Through the county’s Public Access, Open Space and Natural Resources Preservation Commission, the county is able to use real property tax revenue to acquire land in order to preserve public access to beaches or mountains or generate opportunities for education or outdoor recreation.
The latest parcel to be considered for PONC acquisition is a 38-acre parcel in Pepeekeo stretching along the shore from the Wai‘a‘ama Stream to the south to the Honua Ola facility to the north. The parcel was listed as the PONC’s eighth-highest priority acquisition target in a 2021 report.
According to the PONC listing, the commission anticipates the parcel could still be used for fishing, hiking and scenic enjoyment after acquisition, while also enabling conservationists to restore the once-abundant hala groves in the area.
The listing adds that the local Makahanaloa Fishing Association is willing to partner with the county by applying for grant funding and maintaining the land after its acquisition. To this end, the MFA has submitted a stewardship plan to the county envisioning how the land’s resources can be protected.
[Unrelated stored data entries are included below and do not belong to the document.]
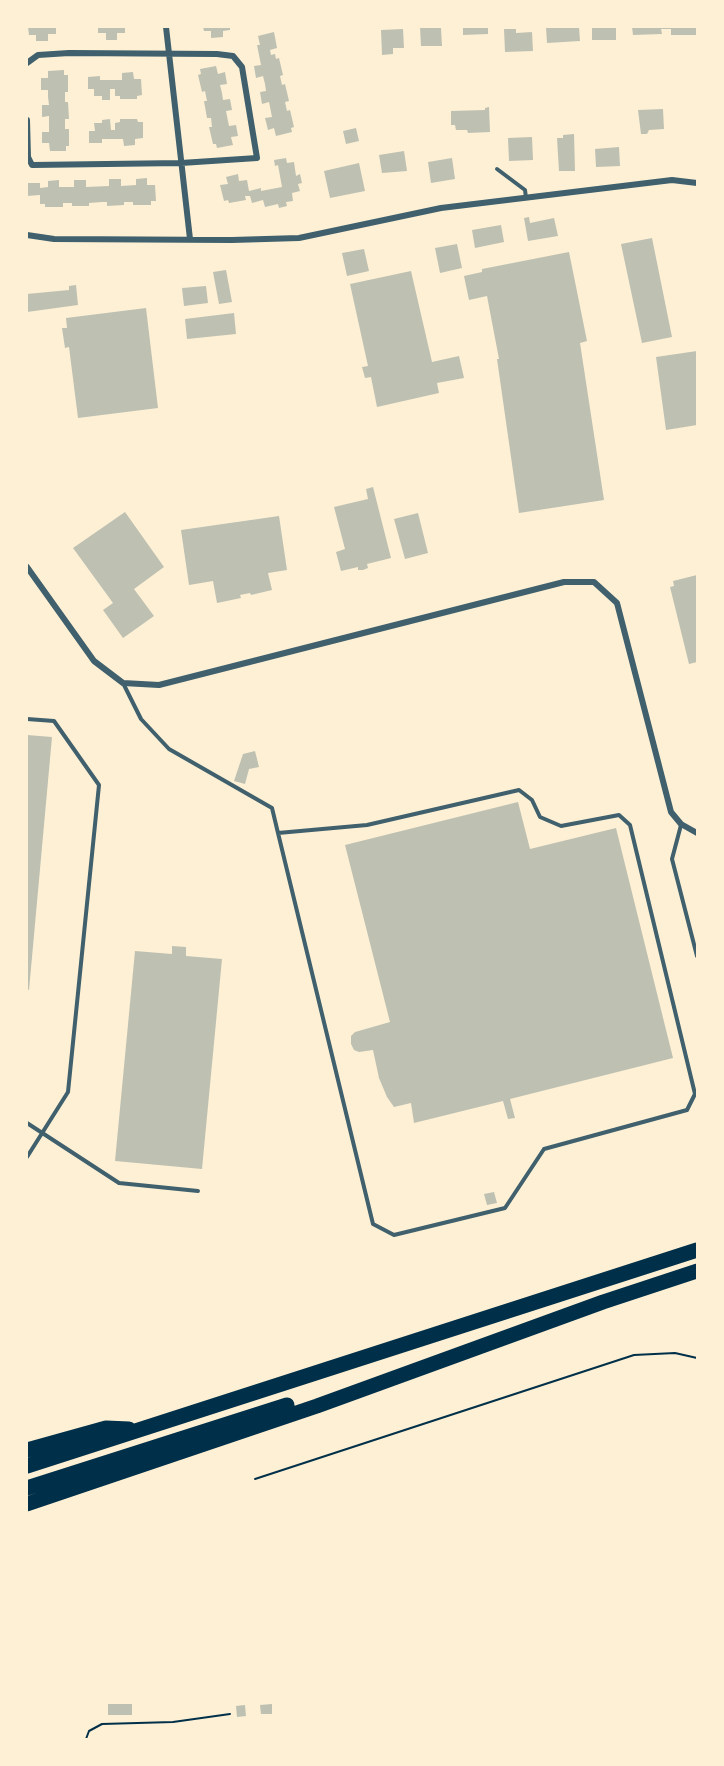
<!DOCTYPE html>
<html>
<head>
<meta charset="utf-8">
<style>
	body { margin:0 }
	#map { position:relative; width:724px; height:1766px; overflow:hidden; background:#fdf0d5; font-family:"Public Sans",sans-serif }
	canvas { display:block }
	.frame { position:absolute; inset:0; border:28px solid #fdf0d5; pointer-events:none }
</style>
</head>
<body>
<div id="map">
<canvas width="724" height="1766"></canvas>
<div class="frame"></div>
</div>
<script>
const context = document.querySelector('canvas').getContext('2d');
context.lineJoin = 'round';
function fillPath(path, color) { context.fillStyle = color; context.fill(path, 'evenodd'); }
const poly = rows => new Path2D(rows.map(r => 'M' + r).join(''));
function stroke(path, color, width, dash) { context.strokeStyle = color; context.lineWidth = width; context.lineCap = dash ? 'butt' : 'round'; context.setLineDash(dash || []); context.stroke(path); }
fillPath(poly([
	[28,27,56,27,56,34,48,34,48,41,36,41,36,35,29,35],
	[98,27,125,27,125,33,117,33,117,40,106,40,106,33,98,33],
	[203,27,230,27,230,30,223,31,223,37,211,38,211,31,204,31],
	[420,27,441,28,442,46,421,46],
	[463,27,488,27,488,34,463,35],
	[546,27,579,27,580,41,547,43],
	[592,27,616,27,616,40,592,40],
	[632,27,696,27,696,35,671,35,671,29,661,29,662,34,633,35],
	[403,29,404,48,393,48,393,54,382,55,381,30],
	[504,29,516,29,516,33,532,32,533,51,505,52],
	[274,32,277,48,270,50,271,55,275,54,276,59,279,58,283,75,280,76,282,85,285,84,289,101,285,102,287,111,290,110,294,127,291,128,292,132,276,136,274,128,268,130,265,118,272,117,269,102,262,104,260,92,266,91,265,84,263,76,256,78,254,66,261,65,257,45,260,45,258,36],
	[216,66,218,74,225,72,227,84,220,85,222,93,223,100,230,99,232,110,226,111,229,126,236,125,238,136,231,137,233,145,217,148,216,144,213,144,209,127,212,127,211,118,207,118,204,101,207,101,205,91,202,92,198,75,201,74,200,69],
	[64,70,64,75,68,75,68,92,65,92,65,102,68,102,69,119,65,119,65,129,69,129,69,146,66,146,66,151,50,151,49,143,42,143,42,132,49,132,49,116,42,117,42,105,49,105,48,97,48,90,41,90,41,78,48,78,48,71],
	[133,72,134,79,141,79,142,95,137,96,137,99,120,99,120,96,115,96,115,89,110,89,110,100,102,100,102,96,94,96,94,89,88,89,88,77,100,76,100,80,122,80,122,73],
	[489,107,490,132,468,133,467,130,456,130,455,125,451,125,451,111,485,110,485,108],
	[663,109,664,129,649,130,647,134,641,134,638,110],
	[110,119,111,130,115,130,115,123,120,122,120,119,137,119,138,122,143,122,143,138,135,139,135,145,124,146,123,139,102,139,102,143,89,143,89,131,95,131,94,123,102,123,102,120],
	[356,128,359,141,346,144,343,131],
	[574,134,575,171,559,171,557,138,563,138,563,135],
	[532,137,533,160,509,161,508,138],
	[619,147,620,166,596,167,595,149],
	[404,151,407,171,382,173,379,155],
	[286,158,287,163,294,162,296,176,300,174,302,183,298,184,300,191,292,193,293,201,286,202,287,206,279,208,278,204,265,207,263,200,252,203,250,196,245,196,246,200,229,203,228,200,224,201,220,185,228,184,226,177,238,174,239,181,247,180,249,191,261,188,261,191,282,187,278,165,275,166,274,160],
	[452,158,455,179,431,183,428,162],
	[359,163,365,191,330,198,324,171],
	[147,178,147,185,155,185,156,201,151,201,151,205,133,205,133,202,124,202,124,205,107,206,107,202,102,202,89,203,89,206,72,206,72,203,63,203,63,207,45,207,45,204,40,204,40,195,27,196,28,183,40,183,40,188,48,187,48,181,59,180,59,187,74,187,74,180,86,180,86,187,109,186,109,179,121,179,121,186,136,185,136,179],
	[529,217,530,223,554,218,558,236,528,241,524,218],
	[501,225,504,242,475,248,472,230],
	[652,238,672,337,642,343,621,244],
	[457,244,462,268,440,273,435,248],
	[364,249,369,271,347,276,342,253],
	[569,252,587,341,580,343,604,500,519,513,497,359,499,359,487,296,469,300,464,276,482,272,482,269],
	[226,270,232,302,219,304,213,272],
	[411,271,432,362,459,356,464,378,437,383,439,393,377,407,371,377,365,378,362,367,368,366,350,284],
	[76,285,78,305,27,312,27,294,69,290,69,286],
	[206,286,208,303,184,306,182,288],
	[146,308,158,408,78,418,69,347,65,348,62,328,67,328,66,318],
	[234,313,236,334,187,339,185,319],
	[697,351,697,425,666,430,656,357],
	[373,487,391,558,367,564,368,568,363,570,358,570,358,567,341,571,336,552,345,549,334,507,368,499,366,489],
	[125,512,164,567,134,589,154,616,123,638,103,610,113,603,73,548],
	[418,513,428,553,405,559,394,519],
	[279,516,287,570,268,573,272,590,251,595,250,593,240,595,241,598,217,603,213,581,189,585,181,530],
	[697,575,697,662,689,664,670,587,674,586,673,581],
	[27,735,52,737,29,990,27,989],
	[255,751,259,767,249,769,245,784,234,781,243,754],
	[518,802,530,849,616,828,673,1058,510,1099,515,1118,508,1119,503,1101,414,1123,411,1103,394,1107,387,1097,379,1078,373,1050,359,1052,354,1050,351,1044,351,1036,355,1032,390,1022,345,845],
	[172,946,186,947,186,956,222,959,202,1169,115,1161,135,951,172,954],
	[494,1192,497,1203,487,1205,484,1194],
	[108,1704,132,1704,132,1715,108,1715],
	[272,1704,272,1714,261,1714,260,1705],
	[245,1705,246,1716,237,1717,236,1706]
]), '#bec0b2');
stroke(poly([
	[255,1479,634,1355,675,1353,697,1358],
	[86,1739,89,1731,102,1724,173,1722,230,1714]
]), '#003049', 2);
stroke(poly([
	[497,169,525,190,526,198],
	[123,683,141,719,169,749,272,808,278,833,373,1224,394,1235,505,1208,544,1149,687,1110,695,1094,630,825,619,815,561,826,540,817,532,800,519,790,367,825,278,833],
	[27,719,54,721,99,785,68,1092,27,1157],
	[681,825,672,859,697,956],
	[27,1123,119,1183,198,1191]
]), '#3f606c', 4);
stroke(poly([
	[166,27,190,239],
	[27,63,38,55,69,53,217,54,233,56,242,67,257,158,181,163,32,165,28,157,27,120],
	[27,235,54,239,232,240,299,238,441,208,672,180,697,183],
	[27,567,94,661,123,683,159,685,564,582,594,582,617,603,671,812,681,824,697,833]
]), '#3f606c', 6);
stroke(poly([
	[27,1450,106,1428,129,1429],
	[27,1466,697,1250],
	[27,1488,287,1405],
	[27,1504,317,1406,603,1302,697,1271]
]), '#003049', 15);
</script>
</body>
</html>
The property currently is owned by the Henry J. Correa Trust, which submitted written testimony to a County Council committee meeting Tuesday acknowledging that it is “willing to have a conversation about selling” the land. According to real property tax records, the value of the parcel has hovered between $1.5 million and $1.9 million between 2005 and 2021.
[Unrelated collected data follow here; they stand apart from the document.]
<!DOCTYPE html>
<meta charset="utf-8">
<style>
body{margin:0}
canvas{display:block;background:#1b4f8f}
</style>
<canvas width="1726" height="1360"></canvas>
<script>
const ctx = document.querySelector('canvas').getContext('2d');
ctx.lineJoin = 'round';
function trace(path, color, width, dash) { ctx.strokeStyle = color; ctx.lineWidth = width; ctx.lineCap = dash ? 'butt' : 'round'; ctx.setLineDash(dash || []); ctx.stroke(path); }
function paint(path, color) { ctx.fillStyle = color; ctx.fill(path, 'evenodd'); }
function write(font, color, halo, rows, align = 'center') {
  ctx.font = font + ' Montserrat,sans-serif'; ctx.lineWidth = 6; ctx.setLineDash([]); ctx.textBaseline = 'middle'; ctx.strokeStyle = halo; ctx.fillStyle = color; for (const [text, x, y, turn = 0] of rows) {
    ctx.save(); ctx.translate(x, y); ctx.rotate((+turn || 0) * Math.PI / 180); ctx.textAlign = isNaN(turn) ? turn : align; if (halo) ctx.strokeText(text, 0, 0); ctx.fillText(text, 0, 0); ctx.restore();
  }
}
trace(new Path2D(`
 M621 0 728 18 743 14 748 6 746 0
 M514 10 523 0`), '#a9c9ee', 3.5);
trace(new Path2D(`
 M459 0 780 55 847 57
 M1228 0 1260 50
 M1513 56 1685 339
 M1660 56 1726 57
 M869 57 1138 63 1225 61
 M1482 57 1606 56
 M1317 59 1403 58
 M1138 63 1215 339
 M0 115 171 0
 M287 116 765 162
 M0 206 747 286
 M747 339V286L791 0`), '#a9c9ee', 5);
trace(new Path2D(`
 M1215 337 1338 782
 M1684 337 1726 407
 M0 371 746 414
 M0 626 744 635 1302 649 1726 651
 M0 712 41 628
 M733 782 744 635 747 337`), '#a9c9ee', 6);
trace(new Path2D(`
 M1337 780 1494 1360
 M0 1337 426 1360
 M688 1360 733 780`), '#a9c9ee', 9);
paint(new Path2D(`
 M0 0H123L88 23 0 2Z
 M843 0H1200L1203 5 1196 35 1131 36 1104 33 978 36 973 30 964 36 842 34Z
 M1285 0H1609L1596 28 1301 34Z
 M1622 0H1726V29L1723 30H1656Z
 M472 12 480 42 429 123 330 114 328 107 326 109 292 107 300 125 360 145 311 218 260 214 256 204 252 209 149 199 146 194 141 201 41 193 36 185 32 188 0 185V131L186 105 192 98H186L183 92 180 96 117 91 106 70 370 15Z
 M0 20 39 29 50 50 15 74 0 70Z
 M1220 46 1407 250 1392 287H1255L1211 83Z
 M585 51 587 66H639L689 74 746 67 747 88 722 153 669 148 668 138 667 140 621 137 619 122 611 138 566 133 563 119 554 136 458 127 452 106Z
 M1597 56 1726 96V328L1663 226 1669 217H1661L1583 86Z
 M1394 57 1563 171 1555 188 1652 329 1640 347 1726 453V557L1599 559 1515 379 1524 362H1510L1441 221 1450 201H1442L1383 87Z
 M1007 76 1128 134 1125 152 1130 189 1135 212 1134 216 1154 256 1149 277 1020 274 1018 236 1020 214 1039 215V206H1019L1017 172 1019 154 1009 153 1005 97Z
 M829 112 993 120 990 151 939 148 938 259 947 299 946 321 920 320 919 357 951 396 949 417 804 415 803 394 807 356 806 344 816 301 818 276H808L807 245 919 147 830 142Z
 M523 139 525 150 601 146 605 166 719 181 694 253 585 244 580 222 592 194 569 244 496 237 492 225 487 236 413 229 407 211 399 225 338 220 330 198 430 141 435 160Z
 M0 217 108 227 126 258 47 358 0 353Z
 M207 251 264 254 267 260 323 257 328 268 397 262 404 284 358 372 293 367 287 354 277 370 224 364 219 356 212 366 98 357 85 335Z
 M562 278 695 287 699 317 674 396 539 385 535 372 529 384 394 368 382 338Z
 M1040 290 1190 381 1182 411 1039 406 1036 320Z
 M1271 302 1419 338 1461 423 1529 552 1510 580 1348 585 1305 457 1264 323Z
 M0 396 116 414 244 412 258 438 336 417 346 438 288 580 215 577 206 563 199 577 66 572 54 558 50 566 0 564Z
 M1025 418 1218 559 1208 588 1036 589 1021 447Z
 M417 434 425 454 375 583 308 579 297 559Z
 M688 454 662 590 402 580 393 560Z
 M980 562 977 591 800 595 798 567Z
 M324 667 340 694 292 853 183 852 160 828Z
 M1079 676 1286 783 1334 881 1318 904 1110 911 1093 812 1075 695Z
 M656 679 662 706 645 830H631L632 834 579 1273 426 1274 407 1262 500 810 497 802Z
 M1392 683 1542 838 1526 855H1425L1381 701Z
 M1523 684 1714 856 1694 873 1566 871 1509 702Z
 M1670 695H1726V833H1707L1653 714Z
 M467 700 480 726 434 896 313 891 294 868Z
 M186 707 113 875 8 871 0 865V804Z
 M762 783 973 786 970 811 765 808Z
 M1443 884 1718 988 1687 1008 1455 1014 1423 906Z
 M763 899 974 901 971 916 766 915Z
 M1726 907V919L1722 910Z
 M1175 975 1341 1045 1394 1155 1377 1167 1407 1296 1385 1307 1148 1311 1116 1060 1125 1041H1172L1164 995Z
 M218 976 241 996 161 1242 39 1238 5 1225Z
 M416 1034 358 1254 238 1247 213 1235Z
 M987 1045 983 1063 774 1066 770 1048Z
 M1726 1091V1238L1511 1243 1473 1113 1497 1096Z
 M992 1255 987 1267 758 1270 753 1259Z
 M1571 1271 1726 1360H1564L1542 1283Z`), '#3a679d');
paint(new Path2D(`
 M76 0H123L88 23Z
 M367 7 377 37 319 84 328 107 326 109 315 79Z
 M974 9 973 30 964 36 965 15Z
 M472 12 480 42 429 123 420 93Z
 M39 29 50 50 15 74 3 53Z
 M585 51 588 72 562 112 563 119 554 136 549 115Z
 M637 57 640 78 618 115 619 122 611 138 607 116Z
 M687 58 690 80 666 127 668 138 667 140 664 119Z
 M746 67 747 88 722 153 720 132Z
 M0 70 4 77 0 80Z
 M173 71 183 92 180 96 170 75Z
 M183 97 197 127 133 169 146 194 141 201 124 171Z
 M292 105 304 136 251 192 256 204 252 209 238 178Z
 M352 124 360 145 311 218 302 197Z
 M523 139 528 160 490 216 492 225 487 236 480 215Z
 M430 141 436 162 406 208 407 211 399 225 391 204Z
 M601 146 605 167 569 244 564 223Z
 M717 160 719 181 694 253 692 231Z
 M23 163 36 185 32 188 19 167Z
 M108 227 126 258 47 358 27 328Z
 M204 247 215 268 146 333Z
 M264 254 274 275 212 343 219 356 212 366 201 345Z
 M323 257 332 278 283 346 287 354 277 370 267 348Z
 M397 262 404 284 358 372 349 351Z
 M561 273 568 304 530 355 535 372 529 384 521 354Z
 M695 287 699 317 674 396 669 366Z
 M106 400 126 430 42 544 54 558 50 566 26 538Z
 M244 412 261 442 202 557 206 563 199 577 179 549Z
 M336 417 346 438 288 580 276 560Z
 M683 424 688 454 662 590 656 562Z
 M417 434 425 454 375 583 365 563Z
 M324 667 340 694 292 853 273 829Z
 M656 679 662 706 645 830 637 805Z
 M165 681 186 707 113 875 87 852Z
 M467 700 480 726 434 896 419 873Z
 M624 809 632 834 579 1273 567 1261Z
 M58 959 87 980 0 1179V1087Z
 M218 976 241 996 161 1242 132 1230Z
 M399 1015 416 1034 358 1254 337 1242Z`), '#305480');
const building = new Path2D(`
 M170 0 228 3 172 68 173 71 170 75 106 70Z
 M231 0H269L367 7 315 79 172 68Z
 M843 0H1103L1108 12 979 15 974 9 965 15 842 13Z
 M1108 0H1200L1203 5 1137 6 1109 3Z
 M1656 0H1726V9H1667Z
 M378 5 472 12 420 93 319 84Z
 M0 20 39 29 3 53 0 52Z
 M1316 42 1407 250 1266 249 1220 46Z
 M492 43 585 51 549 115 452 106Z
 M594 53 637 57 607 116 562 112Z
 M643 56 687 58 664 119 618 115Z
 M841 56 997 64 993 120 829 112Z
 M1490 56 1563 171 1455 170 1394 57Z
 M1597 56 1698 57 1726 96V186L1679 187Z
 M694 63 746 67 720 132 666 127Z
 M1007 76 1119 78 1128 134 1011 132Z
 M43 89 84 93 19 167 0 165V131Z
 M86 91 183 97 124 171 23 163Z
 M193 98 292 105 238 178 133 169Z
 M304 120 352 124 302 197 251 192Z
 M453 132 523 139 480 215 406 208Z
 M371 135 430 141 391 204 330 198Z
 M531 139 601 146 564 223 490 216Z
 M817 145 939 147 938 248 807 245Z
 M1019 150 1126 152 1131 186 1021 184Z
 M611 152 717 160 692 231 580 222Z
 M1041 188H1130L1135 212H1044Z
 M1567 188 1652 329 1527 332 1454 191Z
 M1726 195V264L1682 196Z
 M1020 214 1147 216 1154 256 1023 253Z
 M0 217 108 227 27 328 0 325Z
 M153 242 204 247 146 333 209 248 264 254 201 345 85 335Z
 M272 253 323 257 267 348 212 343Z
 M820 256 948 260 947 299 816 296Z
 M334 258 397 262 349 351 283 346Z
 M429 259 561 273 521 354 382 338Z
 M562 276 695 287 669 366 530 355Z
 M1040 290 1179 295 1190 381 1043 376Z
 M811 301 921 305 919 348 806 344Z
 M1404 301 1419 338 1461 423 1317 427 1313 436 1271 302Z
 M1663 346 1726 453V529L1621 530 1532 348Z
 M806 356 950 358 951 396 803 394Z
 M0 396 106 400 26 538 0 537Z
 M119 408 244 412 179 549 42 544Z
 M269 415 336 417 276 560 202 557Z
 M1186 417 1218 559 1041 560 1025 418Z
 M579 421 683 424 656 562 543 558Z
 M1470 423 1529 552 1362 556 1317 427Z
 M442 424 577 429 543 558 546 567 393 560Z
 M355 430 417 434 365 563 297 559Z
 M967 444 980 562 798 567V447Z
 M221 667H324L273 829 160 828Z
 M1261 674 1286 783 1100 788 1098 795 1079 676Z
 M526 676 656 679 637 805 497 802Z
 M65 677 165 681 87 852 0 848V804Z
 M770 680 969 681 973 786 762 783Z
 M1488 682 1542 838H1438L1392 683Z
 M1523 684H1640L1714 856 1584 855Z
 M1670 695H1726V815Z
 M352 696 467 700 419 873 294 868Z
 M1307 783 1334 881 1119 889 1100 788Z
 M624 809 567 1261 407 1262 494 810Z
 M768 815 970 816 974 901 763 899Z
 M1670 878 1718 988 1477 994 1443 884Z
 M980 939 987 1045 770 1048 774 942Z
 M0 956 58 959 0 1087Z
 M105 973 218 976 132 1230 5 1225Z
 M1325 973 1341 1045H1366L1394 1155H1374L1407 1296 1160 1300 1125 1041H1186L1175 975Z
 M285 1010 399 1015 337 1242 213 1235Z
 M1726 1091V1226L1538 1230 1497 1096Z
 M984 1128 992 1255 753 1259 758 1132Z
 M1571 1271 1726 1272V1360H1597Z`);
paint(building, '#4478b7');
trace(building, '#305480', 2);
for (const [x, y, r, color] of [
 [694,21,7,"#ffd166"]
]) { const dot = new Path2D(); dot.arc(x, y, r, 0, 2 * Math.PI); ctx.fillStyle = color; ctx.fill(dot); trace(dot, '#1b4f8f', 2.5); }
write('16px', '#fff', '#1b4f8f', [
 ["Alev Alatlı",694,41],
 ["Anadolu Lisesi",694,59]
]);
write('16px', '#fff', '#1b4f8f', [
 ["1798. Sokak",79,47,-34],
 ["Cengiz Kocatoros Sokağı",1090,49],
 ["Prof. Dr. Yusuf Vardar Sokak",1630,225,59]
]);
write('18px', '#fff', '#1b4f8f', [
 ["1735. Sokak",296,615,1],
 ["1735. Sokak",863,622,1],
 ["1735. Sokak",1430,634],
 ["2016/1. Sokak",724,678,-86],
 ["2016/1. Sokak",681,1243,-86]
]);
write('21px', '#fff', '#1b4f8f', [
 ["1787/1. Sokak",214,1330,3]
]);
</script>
Hamakua Councilwoman Heather Kimball, who introduced a resolution at Tuesday’s meeting of the council’s Legislative Approvals and Acquisitions Committee authorizing the county finance director to proceed with acquiring the parcel, called the land “a truly magical place,” and thanked Pepeekeo residents for supporting its preservation.
MFA President Blake McNaughton said shoreline access in Pepeekeo has degraded over the last 20 years, with only about 20% of the shoreline being kept in a walkable condition, despite public access easements.
“This community envisions a vibrant shoreline that is managed as a shared resource,” McNaughton explained in written testimony. “Residents would be able to walk the paths again … lawai‘a would be able to harvest its waters and manage their resources to provide … enough fish for the community to sustain itself.
“The management of this area could not fall to a better community-based effort of old and new residents,” McNaughton concluded.
Other residents echoed McNaughton, urging the county to acquire the land.
“I connect with this special place because I come from a family of fishermen and women,” wrote North Hilo resident and county Recreation Director Lauren Kamei. “I hear about wonderful stories during plantation days where they would go to these shoreline places and feed their families. Now these places have been purchased by private land owners and have cut off our communities from these practices and lifestyle.”
“Today, our shoreline is a precious commodity as many developers want to build on it, then sell it to the highest bidder,” wrote Pepeekeo resident Wanda Louis. “Our shoreline needs protecting so that generations can share in the building of family values, not to mention endless memories they will have. … Our shoreline is one of the last natural assets that feeds our family.”
The committee on Tuesday unanimously voted to recommend that the full council pass Kimball’s resolution.